> _Action item_: Each line of the entries that contains the word "dash" adds one. Reply with the resulting number only.

----- Records to use -----

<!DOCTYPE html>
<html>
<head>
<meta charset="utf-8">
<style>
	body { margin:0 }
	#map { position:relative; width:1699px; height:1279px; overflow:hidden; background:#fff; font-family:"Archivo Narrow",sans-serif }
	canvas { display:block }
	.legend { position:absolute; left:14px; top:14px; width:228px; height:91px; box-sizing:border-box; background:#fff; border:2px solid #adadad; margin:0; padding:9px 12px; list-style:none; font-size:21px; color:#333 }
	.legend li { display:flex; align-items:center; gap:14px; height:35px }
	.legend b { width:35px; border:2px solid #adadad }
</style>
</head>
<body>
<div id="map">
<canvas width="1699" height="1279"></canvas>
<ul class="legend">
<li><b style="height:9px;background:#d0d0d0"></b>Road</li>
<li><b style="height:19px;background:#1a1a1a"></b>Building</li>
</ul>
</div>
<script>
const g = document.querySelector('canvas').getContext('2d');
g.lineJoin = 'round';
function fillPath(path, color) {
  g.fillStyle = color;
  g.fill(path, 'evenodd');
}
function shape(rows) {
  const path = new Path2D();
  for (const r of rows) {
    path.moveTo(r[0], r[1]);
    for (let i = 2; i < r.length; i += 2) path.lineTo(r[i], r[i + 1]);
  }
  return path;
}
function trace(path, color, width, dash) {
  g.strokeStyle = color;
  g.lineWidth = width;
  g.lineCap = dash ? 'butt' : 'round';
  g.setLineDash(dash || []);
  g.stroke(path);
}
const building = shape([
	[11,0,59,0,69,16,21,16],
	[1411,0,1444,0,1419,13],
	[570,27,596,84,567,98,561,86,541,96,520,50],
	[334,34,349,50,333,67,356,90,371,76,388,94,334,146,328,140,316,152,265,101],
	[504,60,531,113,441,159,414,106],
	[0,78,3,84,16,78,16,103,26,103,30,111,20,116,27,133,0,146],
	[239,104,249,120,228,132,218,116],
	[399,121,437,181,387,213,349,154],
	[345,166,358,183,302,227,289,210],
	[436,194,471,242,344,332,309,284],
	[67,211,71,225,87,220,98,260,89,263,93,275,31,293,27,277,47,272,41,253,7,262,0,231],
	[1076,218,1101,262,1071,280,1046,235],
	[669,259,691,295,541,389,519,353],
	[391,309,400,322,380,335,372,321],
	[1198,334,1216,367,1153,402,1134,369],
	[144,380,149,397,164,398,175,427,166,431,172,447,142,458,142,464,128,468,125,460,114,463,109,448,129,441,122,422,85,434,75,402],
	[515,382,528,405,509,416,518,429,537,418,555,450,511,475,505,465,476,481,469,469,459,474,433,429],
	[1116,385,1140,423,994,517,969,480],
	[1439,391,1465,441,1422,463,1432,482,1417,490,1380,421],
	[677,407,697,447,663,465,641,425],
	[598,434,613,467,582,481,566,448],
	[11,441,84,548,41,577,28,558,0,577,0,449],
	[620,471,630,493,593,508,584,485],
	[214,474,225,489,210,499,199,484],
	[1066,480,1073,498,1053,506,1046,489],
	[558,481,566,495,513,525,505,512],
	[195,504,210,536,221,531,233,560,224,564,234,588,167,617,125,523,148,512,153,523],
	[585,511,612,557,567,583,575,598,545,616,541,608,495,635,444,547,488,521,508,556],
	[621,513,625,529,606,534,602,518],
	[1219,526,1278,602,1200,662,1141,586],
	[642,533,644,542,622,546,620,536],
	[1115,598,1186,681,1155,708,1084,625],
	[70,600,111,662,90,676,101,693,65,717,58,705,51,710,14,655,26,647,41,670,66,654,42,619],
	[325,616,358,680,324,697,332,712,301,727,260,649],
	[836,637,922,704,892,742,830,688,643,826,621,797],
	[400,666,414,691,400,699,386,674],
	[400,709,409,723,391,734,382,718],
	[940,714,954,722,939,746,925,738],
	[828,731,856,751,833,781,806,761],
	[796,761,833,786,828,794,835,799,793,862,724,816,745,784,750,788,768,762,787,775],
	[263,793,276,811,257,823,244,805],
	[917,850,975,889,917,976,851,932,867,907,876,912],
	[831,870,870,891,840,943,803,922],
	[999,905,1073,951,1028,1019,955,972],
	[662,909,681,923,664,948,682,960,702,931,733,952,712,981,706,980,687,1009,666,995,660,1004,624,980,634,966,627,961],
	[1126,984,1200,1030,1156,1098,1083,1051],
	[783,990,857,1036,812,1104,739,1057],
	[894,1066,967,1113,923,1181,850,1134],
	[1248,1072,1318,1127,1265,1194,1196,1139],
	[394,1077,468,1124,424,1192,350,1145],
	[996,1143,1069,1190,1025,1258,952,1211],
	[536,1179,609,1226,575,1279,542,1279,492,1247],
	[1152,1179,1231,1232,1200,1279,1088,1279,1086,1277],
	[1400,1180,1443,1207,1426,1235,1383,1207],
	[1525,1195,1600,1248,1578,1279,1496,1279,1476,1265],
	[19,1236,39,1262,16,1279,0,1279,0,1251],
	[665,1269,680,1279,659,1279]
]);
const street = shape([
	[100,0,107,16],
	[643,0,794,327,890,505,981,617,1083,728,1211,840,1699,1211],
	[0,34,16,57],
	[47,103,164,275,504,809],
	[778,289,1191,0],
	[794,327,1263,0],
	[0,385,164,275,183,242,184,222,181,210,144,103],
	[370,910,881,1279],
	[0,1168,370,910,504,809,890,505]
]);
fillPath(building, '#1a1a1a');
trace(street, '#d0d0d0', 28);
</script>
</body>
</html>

-----

> _Worked solution_: 3